June 2023 also saw Indonesia present its Ukraine peace plan. This one is, perhaps, the most realistic and detailed yet. At the Shangri-La dialogue summit, Indonesia’s Defence minister called for the cessation of all hostilities and the creation of a demilitarized zone by withdrawing all troops by 15 kilometres from each parties’ current position. Additionally, he called for the deployment of a UN peacekeeping force to guarantee peace. According to this plan, the UN would also host a referendum in order to “ascertain objectively the wishes of the majority of the inhabitants of the various disputed areas”.

Despite this plan being one of the most objective ones yet, Ukraine reacted furiously, saying that “there are no disputed territories between Ukraine and the Russian Federation to hold referendums there”. This is quite natural, as Ukrainian authorities understand that Russian-speaking people will inevitably vote to remain part of Russia in case of any referendum. Still, the modalities of such a procedure are unclear, which is why it is rather unlikely that this initiative will gain any ground.


All in all, all of the aforementioned peace initiatives have the same problem: they do not go into detail. Both Russia and Western states refer to the fundamental principles and norms of international law, which is why peace initiatives written in general phrases do not advance the peace process at all.
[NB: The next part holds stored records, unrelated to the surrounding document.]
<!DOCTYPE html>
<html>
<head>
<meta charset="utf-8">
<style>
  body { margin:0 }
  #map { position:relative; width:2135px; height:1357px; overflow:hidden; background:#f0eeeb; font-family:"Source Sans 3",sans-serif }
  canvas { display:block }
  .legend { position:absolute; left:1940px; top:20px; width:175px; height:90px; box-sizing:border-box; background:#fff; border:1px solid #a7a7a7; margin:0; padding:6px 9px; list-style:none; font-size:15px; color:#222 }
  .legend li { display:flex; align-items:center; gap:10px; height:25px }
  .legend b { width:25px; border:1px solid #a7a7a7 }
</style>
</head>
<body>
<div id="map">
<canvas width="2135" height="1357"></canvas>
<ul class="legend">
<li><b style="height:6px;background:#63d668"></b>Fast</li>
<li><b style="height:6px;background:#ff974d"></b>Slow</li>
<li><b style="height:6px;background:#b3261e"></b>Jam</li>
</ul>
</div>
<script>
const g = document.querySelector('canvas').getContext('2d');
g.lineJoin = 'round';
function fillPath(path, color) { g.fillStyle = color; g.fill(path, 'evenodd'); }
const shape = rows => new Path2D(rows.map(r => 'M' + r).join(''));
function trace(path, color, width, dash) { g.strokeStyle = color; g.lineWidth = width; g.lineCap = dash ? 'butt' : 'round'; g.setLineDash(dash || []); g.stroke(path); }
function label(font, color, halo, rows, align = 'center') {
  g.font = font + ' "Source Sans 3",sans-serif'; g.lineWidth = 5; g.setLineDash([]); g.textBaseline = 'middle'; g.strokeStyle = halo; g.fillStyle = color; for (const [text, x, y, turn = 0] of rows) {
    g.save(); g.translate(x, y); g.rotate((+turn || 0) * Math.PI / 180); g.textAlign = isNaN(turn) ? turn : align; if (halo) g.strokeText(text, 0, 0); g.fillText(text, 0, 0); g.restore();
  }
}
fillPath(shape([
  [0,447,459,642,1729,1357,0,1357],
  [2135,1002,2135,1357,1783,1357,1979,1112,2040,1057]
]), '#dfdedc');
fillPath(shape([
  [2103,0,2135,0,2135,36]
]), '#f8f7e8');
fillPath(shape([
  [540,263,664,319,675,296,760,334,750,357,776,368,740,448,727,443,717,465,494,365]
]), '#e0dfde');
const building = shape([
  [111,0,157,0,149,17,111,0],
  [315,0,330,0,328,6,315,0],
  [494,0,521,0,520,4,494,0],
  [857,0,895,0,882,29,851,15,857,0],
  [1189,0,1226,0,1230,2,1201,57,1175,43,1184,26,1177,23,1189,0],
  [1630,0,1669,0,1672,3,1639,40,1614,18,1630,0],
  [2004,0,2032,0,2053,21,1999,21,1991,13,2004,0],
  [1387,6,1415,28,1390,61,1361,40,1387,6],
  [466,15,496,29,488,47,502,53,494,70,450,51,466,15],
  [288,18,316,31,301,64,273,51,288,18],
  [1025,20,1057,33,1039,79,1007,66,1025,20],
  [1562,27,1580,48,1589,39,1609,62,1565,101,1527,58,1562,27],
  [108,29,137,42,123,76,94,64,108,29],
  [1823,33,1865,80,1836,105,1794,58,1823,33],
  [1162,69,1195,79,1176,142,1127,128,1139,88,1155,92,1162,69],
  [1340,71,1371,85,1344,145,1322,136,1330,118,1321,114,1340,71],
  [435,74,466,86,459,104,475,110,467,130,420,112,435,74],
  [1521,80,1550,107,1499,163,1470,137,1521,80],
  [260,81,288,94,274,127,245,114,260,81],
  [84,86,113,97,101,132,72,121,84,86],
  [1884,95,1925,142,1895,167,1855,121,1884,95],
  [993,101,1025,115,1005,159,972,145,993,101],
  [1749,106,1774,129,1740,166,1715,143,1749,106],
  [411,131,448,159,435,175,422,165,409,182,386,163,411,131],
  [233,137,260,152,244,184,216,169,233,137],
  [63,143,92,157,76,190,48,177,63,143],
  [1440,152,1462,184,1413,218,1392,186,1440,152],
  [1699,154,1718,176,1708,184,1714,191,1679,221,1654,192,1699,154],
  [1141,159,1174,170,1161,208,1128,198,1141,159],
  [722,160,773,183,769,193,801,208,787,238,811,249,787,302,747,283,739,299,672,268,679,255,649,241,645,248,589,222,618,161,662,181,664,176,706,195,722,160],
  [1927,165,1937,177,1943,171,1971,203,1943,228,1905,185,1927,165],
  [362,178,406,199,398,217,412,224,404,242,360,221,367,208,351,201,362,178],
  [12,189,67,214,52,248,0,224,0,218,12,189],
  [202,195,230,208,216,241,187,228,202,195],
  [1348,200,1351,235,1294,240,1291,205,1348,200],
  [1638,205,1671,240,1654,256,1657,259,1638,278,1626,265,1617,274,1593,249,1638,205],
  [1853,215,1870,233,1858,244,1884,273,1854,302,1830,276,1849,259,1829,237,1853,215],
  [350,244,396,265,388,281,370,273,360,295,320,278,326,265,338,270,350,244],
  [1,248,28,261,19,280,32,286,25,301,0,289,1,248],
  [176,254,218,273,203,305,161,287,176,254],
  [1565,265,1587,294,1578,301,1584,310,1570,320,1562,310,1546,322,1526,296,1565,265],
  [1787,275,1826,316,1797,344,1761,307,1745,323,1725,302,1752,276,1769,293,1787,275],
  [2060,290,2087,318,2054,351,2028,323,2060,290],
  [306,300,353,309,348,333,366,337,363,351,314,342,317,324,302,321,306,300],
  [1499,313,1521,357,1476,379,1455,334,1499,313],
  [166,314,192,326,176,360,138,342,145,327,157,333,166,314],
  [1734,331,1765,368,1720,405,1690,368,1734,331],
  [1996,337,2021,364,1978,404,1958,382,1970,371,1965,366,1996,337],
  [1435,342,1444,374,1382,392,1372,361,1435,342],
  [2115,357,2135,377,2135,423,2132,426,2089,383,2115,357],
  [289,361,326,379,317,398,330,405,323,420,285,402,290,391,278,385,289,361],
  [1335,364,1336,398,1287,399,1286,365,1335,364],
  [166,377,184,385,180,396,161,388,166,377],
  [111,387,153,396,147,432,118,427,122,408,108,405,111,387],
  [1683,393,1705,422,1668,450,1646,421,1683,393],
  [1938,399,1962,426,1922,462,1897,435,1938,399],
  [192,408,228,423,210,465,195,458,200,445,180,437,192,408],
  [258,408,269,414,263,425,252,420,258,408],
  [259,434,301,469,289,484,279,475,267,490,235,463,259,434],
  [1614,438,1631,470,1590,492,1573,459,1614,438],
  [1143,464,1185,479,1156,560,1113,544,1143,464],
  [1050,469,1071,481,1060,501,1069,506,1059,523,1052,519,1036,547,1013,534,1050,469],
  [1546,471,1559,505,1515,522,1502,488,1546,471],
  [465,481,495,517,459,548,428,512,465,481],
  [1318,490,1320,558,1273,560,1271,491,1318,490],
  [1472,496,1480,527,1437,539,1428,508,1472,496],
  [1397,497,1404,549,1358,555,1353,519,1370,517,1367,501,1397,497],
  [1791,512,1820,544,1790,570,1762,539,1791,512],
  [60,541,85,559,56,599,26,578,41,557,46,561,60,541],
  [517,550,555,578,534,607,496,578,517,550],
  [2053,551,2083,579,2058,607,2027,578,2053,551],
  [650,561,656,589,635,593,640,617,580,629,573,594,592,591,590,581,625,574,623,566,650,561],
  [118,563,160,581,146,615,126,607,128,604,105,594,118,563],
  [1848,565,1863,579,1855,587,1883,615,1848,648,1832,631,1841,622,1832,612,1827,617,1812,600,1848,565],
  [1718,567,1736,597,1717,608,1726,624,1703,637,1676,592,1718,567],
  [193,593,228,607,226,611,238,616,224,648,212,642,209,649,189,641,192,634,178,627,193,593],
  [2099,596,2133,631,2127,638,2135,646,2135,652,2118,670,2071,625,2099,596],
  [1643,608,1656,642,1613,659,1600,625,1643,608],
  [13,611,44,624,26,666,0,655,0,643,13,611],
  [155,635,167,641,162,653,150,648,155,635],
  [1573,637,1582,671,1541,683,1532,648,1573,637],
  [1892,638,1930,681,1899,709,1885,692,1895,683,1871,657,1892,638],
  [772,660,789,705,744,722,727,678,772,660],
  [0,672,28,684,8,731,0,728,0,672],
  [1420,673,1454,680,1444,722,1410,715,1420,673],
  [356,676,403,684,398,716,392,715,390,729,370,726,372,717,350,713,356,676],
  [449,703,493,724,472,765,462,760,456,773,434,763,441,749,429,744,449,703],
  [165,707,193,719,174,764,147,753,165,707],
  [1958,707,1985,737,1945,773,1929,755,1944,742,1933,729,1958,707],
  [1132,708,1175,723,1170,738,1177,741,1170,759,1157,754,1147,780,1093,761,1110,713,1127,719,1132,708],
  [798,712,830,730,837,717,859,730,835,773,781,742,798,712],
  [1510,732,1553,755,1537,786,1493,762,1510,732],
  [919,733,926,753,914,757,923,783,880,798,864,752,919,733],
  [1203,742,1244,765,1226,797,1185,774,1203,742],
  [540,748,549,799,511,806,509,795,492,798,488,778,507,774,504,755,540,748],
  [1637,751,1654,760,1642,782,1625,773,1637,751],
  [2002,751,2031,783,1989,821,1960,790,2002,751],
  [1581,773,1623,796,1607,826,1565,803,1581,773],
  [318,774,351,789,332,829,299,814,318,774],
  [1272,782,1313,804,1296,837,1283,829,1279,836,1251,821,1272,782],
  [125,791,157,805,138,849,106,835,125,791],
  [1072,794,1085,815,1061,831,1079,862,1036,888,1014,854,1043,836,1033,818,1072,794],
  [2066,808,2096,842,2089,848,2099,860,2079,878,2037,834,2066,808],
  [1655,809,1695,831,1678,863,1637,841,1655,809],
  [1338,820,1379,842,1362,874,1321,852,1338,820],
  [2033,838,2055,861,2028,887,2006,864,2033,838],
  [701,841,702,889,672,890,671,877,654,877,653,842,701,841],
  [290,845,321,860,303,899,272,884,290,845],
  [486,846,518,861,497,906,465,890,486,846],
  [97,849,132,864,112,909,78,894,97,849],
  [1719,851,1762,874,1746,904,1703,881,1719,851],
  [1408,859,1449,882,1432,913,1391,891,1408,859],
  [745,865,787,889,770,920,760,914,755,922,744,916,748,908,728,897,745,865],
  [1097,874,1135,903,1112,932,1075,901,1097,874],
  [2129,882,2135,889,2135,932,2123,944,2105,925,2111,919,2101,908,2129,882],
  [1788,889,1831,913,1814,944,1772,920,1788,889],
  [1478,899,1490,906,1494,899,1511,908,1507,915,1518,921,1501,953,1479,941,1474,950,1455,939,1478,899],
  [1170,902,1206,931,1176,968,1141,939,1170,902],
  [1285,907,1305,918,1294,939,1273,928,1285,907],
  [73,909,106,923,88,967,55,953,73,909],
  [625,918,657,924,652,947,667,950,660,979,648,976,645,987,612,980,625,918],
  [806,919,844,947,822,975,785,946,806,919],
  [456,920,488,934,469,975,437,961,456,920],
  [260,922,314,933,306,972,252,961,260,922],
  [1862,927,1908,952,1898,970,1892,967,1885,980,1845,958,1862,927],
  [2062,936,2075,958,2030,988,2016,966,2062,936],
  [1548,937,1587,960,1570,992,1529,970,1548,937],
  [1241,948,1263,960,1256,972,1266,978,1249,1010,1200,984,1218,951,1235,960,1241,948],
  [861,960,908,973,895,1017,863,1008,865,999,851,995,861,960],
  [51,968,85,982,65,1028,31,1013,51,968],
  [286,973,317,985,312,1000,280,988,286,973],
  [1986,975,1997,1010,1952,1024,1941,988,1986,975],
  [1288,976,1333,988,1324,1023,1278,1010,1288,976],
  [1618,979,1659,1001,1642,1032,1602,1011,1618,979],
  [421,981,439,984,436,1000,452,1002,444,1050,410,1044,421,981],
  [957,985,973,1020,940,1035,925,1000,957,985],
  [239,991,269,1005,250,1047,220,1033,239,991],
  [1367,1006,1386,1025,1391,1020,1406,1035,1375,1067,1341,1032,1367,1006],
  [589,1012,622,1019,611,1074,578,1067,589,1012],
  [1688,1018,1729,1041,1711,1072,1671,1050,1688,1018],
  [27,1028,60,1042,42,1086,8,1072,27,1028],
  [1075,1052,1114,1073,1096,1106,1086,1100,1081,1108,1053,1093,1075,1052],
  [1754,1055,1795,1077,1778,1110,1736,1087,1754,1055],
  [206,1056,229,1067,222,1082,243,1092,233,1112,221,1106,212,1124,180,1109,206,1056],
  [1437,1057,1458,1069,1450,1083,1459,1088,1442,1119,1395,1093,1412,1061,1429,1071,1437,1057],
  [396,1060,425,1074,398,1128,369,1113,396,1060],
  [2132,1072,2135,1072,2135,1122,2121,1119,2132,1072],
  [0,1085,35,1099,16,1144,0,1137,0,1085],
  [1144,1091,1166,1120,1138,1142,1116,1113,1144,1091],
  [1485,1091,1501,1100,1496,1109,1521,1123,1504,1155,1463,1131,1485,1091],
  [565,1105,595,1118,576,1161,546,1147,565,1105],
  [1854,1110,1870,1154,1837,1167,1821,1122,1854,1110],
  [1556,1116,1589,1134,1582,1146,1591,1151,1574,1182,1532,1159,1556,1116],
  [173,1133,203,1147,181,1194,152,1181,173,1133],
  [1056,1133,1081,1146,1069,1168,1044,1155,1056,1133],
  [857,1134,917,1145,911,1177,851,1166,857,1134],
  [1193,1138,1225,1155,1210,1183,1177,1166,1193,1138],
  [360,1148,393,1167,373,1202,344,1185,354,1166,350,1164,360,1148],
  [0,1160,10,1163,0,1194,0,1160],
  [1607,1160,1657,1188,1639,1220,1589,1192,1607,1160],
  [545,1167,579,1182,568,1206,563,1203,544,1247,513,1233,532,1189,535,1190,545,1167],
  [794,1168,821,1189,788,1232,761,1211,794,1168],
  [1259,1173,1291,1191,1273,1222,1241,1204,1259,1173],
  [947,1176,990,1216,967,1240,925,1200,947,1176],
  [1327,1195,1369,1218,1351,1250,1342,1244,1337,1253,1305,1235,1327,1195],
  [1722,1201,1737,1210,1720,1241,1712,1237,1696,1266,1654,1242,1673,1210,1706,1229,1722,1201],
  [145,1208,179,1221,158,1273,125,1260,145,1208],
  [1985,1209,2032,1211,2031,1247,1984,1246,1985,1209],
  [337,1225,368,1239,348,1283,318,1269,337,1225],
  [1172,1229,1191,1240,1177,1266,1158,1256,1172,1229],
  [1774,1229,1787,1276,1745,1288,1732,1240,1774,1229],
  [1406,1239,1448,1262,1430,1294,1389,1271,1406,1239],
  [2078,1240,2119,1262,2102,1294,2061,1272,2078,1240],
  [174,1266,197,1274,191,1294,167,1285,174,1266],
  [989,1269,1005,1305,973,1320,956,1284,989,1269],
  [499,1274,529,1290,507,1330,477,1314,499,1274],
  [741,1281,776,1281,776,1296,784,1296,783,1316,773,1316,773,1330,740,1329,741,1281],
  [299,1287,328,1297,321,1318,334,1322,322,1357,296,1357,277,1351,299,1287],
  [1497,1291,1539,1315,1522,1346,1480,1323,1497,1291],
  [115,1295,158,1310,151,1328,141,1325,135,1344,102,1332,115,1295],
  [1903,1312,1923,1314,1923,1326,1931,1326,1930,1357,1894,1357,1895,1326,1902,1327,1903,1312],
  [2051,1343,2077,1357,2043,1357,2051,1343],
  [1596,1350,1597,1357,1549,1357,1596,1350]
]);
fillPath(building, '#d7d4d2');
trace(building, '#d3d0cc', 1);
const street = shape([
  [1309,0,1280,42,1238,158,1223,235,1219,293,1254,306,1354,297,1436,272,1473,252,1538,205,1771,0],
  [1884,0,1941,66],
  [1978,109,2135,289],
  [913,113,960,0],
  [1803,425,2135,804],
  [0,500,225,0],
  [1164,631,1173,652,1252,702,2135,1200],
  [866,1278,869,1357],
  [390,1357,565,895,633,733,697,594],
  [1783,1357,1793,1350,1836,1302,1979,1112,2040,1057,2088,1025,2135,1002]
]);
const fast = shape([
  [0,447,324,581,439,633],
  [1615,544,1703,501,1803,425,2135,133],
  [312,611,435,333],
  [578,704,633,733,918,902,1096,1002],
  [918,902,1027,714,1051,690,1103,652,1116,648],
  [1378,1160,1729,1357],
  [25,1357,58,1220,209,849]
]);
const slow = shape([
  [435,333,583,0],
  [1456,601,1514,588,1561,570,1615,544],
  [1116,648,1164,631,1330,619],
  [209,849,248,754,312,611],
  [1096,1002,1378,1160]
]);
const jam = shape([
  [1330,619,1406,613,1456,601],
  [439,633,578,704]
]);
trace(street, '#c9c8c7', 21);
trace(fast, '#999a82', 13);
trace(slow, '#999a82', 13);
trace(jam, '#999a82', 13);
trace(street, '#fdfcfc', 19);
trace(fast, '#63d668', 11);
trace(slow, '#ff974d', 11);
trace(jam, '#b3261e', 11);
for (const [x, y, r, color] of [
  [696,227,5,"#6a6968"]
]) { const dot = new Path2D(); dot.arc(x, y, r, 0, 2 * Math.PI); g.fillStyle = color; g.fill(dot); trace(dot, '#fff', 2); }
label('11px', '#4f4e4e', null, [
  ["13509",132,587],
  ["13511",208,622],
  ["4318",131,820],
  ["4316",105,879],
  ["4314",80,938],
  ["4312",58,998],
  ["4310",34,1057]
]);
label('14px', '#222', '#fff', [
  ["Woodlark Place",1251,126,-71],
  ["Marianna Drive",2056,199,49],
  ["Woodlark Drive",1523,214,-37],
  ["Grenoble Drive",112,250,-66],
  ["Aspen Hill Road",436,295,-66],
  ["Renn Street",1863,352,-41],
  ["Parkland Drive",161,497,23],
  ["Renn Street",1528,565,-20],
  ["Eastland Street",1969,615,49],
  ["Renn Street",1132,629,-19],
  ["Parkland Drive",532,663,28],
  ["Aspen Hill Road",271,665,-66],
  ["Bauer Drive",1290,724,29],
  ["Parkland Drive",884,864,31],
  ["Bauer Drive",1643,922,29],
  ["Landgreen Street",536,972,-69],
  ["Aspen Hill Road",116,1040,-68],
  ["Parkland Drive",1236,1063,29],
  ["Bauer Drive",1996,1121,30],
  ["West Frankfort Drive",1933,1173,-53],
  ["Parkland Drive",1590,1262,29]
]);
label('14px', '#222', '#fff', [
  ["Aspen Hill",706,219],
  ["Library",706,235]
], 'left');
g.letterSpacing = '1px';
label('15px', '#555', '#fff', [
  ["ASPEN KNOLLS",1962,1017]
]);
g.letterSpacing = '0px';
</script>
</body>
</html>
Still, there is much to gain from these “plans”. The modalities of peace will have to be discussed using an international platform similar to the one proposed by Brazil. The basic principles should be taken from the Chinese and African initiatives. Some parts of the detailed elaboration could be used from the Indonesian plan. In any case, the final word will be with the parties to the conflict and it will be they who will have to make concessions to achieve peace. But it seems that as of now, neither Russia nor the West are ready for this.